5. ‘Do you want advice, or would you prefer for me to listen?’
When a grown child is facing a challenge, sometimes they need to find their own way through it without being rescued by a parent.
“Adult parents have to remember that I, too, have bumped my head. I, too, have made bad decisions,” Glover Tawwab said. “And I am only speaking from a place of wisdom and knowledge after trying some of these things that my kids are talking about.”
Asking directly whether you’re looking for guidance or just a listening ear removes any guesswork from the equation and shows they believe you’re capable of handling it.
When parenting an adult, “the job is not always to protect, as it might have been when you were younger,” Glover Tawwab added. “It is now to listen and observe and ask you if you want some feedback.

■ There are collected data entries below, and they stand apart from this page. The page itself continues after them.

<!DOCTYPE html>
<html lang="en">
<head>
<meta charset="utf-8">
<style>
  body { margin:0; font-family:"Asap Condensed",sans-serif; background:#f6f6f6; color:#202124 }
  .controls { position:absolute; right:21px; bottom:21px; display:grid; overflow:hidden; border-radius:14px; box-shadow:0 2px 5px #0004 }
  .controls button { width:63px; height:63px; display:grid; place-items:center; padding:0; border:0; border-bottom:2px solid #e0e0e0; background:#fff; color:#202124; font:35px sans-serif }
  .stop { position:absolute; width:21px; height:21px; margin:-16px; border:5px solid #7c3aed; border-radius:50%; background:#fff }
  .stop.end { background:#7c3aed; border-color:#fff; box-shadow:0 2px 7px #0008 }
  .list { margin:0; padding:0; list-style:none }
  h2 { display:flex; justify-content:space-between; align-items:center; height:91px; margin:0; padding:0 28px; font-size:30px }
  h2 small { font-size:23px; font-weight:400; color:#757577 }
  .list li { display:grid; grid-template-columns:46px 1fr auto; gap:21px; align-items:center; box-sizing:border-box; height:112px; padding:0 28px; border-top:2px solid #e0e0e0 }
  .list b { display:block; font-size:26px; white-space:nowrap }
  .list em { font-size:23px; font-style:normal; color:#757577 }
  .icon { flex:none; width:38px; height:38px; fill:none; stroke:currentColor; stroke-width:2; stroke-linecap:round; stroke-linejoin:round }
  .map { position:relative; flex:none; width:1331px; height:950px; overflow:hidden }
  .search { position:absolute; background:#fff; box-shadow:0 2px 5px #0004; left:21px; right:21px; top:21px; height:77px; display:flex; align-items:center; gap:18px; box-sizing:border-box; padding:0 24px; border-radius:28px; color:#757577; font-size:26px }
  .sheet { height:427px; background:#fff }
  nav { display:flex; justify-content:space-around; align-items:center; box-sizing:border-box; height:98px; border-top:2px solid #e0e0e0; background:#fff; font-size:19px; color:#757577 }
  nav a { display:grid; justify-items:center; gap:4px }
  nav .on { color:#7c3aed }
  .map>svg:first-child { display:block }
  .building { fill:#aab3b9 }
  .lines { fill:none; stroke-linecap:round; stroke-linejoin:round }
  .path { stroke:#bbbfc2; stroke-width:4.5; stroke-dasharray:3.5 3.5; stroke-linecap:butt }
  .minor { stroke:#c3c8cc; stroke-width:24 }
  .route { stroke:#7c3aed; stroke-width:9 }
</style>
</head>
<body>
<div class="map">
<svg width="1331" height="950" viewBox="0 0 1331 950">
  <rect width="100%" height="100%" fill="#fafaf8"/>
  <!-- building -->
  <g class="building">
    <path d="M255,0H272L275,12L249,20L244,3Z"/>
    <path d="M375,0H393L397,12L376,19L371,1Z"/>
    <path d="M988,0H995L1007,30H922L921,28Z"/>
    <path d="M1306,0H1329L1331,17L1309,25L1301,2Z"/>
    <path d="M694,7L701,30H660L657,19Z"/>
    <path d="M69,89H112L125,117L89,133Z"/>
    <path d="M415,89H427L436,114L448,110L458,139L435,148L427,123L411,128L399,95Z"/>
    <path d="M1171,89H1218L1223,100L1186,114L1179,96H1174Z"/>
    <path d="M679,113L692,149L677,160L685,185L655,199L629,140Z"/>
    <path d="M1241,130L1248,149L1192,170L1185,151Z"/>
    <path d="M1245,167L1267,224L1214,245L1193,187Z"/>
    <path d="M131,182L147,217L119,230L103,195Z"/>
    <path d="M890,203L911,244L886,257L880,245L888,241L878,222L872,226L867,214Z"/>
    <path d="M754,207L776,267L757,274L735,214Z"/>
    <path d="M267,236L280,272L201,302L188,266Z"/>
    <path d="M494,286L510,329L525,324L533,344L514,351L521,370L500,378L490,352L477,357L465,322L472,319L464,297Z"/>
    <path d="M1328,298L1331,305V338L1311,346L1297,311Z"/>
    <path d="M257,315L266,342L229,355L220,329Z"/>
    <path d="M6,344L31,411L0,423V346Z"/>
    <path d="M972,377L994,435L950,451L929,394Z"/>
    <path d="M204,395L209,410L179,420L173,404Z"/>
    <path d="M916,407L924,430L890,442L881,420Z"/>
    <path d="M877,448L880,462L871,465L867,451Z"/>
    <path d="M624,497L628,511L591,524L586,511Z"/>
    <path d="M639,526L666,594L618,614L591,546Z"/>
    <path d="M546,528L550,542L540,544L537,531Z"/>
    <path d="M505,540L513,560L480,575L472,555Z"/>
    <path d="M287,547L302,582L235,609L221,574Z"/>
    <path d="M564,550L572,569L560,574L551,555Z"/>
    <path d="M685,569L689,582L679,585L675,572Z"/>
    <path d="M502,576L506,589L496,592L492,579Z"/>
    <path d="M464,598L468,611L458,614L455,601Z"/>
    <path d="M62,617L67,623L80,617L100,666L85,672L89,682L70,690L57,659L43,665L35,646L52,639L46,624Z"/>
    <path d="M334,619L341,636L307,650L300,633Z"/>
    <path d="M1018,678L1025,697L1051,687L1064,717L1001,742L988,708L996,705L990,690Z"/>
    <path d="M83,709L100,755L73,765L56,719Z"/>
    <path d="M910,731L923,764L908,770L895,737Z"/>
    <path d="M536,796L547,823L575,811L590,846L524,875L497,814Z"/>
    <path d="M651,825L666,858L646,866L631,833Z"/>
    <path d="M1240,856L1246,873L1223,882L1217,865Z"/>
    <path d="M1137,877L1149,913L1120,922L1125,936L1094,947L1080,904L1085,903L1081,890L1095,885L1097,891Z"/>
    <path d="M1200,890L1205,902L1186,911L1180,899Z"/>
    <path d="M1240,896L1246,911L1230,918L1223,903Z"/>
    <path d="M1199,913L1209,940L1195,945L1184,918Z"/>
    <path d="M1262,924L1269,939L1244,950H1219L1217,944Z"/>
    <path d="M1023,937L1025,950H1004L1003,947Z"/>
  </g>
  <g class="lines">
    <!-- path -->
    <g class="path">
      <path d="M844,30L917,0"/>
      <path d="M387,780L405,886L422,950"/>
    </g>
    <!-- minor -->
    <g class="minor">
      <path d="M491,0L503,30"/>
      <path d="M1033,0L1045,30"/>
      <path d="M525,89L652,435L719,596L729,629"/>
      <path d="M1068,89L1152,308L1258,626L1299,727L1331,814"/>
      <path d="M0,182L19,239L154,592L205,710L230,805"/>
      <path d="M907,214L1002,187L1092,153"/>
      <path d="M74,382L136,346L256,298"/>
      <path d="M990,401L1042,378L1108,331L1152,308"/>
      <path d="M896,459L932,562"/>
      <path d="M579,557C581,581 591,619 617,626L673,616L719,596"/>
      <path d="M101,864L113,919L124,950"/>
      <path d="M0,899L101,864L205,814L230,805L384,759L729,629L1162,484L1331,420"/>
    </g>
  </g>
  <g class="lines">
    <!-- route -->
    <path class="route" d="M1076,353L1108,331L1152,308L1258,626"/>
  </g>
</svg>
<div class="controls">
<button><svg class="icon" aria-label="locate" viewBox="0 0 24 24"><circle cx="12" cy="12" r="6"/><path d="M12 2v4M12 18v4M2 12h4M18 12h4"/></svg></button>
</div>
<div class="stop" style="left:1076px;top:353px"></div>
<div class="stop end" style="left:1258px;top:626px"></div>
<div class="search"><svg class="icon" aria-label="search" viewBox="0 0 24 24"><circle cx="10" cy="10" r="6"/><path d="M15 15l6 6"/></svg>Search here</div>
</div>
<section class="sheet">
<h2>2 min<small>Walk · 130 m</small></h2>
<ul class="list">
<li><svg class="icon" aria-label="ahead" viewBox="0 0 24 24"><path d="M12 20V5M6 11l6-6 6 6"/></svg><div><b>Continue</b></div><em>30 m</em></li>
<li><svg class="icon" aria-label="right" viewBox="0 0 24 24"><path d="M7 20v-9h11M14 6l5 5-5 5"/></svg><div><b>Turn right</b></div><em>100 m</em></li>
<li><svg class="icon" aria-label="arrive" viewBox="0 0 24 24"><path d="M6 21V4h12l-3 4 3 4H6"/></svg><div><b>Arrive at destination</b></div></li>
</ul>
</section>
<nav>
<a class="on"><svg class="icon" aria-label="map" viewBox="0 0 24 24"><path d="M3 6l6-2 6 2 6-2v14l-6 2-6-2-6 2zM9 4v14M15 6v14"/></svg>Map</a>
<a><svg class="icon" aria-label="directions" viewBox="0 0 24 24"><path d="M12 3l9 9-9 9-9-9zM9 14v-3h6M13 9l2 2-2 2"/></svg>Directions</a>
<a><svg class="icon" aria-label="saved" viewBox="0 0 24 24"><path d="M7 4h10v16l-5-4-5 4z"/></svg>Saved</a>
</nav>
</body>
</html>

But hopping in and saying, ‘Oh, I have the perfect answer for you, and you need to do this’ sometimes is not welcome.”
Though it’s natural for parents to want to shield their kids from making the same mistakes, it “doesn’t give space for the adult child to assert themselves as their own person,” Dualan said, “nor does it allow the parent to learn who their adult child has become.”
6. ‘I’m still here for you’
There’s something beautiful and comforting knowing that, even in adulthood, your parent can be a soft place for you to land.
“The job of parenting isn’t over when children reach adulthood. The relationship just changes,” Caraballo said.
“While ageing parents should adjust their focus from spending the bulk of their time tending to their children to other personal pursuits, it doesn’t mean they can’t still be involved and respectful allies in their children’s lives. Figuring out the right boundaries while still maintaining an active presence and care is a delicate but important dance,” he added.